- GIVEN DATA -
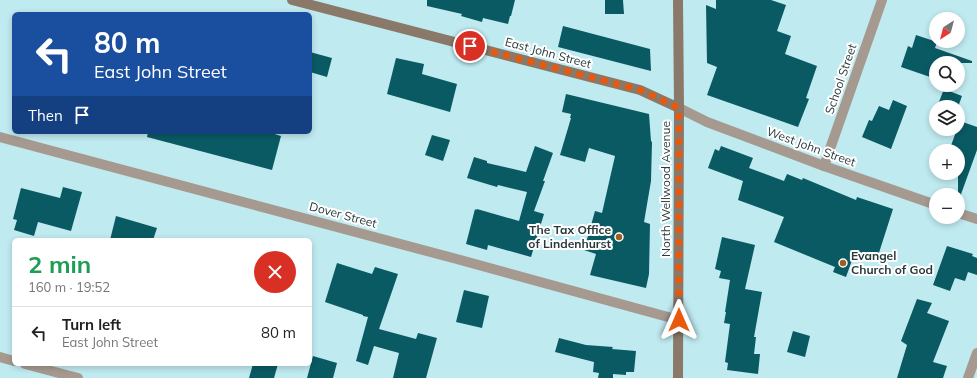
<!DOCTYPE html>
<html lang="en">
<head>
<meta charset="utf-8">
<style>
  :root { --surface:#fff; --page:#f6f6f6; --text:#202124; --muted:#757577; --line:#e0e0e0 }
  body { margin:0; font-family:Mulish,sans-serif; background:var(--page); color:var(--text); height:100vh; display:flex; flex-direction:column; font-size:15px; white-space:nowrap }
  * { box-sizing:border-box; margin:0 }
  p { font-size:13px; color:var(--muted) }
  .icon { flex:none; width:22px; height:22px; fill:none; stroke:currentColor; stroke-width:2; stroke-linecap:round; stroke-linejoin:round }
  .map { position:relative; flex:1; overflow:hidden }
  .panel { position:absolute; left:12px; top:238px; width:300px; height:128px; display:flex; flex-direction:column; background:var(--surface); border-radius:6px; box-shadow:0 2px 6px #0003 }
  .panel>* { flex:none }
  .guide { position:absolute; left:12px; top:12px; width:300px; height:122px; border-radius:6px; box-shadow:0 2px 6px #0003; background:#1a4fa0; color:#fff; overflow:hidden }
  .needle { width:26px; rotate:216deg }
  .controls { position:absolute; left:929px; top:12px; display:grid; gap:8px }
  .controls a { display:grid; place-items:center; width:36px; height:36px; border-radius:50%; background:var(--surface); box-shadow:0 2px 6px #0003; font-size:20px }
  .pin { position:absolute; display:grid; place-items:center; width:34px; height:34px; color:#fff; margin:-17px; border:2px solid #fff; border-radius:50%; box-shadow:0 1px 4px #0007 }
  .me { position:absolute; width:44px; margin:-22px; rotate:0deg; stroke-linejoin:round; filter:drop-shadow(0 0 3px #0008) }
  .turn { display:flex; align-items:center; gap:14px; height:84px; padding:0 16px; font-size:18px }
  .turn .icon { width:52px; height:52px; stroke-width:2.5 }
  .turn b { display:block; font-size:28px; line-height:34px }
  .then { display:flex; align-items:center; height:38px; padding:0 16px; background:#0003; gap:8px; font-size:15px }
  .round { display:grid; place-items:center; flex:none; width:42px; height:42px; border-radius:21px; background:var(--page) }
  .overview { display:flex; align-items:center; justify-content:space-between; height:68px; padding:0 16px }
  h1 { font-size:24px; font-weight:700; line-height:30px; color:#1e9e55 }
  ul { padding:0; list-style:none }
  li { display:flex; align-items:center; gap:12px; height:52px; padding:0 16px; border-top:1px solid var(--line) }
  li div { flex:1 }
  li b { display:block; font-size:15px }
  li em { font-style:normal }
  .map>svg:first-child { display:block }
</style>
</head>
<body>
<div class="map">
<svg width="977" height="378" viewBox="0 0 977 378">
  <rect width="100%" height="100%" fill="#bfeaf0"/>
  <g fill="#0a5a63">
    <polygon points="427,0 515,0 511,16 510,16 508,24 483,18 482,22 461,16 462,14 427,6"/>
    <polygon points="605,0 623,0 624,14 605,14"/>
    <polygon points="716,0 771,0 786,5 777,31 791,36 785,54 817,66 806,98 809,99 798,127 707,95 717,67 707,63 706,5 716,9"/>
    <polygon points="563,26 650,49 651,71 558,47"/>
    <polygon points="916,35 937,42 935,48 972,61 972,63 936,63 936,79 901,67 908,46 912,48"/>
    <polygon points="310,52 332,58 327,77 310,72"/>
    <polygon points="396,58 424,64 422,74 457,84 450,112 387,94"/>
    <polygon points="944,89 962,96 958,107 937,107"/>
    <polygon points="566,94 649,114 651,141 652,142 651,181 644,222 650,224 649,274 646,288 590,275 596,254 584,250 595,211 602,213 615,156 589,148 585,162 560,155 571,118 570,118 571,114 562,112"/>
    <polygon points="893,100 907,106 891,149 862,137 869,120 872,121 879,106 889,110"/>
    <polygon points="960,121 977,127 977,150 960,197 958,196 958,151 949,151"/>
    <polygon points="148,132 268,132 281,136 272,170 147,137"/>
    <polygon points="432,135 450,140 443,161 425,155"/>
    <polygon points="535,146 553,153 543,181 545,181 534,211 544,214 531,257 488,245 487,250 466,244 475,209 476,210 477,209 519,221 527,192 498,185 497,187 467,178 474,157 487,161 487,163 526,172"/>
    <polygon points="721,146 753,158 749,168 784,181 787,174 802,180 803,178 856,200 857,197 893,209 877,259 855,252 846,277 833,272 835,267 774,242 784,217 738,200 743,181 708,168 715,149 719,151"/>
    <polygon points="63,187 82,192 71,231 38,222 34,236 14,230 17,220 13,219 21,188 60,198"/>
    <polygon points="116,216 157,228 153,240 110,240"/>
    <polygon points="722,237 755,245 745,289 762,292 754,337 756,337 754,354 760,354 758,374 727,370 728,363 725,362 730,324 724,323 726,312 725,312 730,280 719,278 721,271 715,269"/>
    <polygon points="947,246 973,254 972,256 977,258 977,275 968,272 965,281 955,278 950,291 933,285"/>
    <polygon points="337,263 372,274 375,267 398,274 379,329 416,339 418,333 437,338 426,378 393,378 399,353 374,346 368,365 356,361 368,317 363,316 363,315 325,302"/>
    <polygon points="464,290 489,296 482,328 456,322"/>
    <polygon points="917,299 932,303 927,313 949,321 933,362 947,366 943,378 897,378 907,345 901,341"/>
    <polygon points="793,331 810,336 805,357 787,352"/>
    <polygon points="559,338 586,345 613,347 612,349 636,351 634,372 626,372 626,375 613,374 613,378 598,378 599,373 593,372 594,362 555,352"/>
    <polygon points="313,356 337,363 333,378 307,378"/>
    <polygon points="253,364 278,364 274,378 249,378"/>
  </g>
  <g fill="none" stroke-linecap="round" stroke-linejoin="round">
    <g stroke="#a69a90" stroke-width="10">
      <polyline points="679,108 707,122 824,166 936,205"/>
      <polyline points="0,137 453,258 679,320"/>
      <polyline points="824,166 882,0"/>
      <polyline points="958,213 977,219"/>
      <polyline points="0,357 14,361"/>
      <polyline points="25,364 78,378"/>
      <polyline points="968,378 977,353"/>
    </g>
    <g stroke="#8a7869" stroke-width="10">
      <polyline points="292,0 640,90 679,108"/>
      <polyline points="678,0 679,108 678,378"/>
    </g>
  </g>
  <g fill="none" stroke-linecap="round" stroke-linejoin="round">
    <polyline stroke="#ea580c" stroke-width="7" stroke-dasharray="0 12.6" points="470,46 640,90 679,108 679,320"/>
  </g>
  <g fill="#9c5e23" stroke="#fff" stroke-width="1.5">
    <circle cx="619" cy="237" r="4"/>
    <circle cx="843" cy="263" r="4"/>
  </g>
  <g text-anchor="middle" stroke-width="4" stroke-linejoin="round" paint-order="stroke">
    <g font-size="12" fill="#293a3c" stroke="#fff">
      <text transform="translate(548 53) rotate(15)" y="4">East John Street</text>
      <text transform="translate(841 79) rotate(-71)" y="4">School Street</text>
      <text transform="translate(811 147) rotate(20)" y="4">West John Street</text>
      <text transform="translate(666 189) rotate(-90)" y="4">North Wellwood Avenue</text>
      <text transform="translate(343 215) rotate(15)" y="4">Dover Street</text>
    </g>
    <g font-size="12" font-weight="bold" fill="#293a3c" stroke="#fff" text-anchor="end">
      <text x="611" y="234">The Tax Office<tspan x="611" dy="14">of Lindenhurst</tspan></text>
      <text x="851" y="260" text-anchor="start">Evangel<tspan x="851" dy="14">Church of God</tspan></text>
    </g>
  </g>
</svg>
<div class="controls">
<a><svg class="needle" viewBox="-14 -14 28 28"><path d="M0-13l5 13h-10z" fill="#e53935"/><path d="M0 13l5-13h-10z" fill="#757577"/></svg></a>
<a><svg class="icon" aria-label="search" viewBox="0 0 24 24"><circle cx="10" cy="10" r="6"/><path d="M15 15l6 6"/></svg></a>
<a><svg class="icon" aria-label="layers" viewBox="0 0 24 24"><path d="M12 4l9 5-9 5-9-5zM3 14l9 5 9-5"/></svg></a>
<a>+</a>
<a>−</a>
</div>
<div class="pin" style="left:470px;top:46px;background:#d93025"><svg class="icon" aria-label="arrive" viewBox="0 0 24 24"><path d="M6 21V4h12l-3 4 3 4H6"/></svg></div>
<svg class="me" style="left:679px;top:320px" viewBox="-20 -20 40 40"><path d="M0-17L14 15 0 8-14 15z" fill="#ea580c" stroke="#fff" stroke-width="4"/></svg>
<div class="guide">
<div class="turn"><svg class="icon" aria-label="left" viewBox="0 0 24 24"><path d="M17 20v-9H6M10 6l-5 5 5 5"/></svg><div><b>80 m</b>East John Street</div></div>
<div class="then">Then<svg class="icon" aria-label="arrive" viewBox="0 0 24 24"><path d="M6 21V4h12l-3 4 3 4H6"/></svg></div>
</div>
<section class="panel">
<div class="overview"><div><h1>2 min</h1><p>160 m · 19:52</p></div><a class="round" style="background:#d93025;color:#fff"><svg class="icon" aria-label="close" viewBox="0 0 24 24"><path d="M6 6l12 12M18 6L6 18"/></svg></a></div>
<ul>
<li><svg class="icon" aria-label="left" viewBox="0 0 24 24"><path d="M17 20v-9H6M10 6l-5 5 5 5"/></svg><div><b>Turn left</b><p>East John Street</p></div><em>80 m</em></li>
</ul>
</section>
</div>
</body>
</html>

- EXERCISE -
Search the data for the string "hidden" and copy out every line where it is found.

- REPLY TO THE TASK -
  .map { position:relative; flex:1; overflow:hidden }
  .guide { position:absolute; left:12px; top:12px; width:300px; height:122px; border-radius:6px; box-shadow:0 2px 6px #0003; background:#1a4fa0; color:#fff; overflow:hidden }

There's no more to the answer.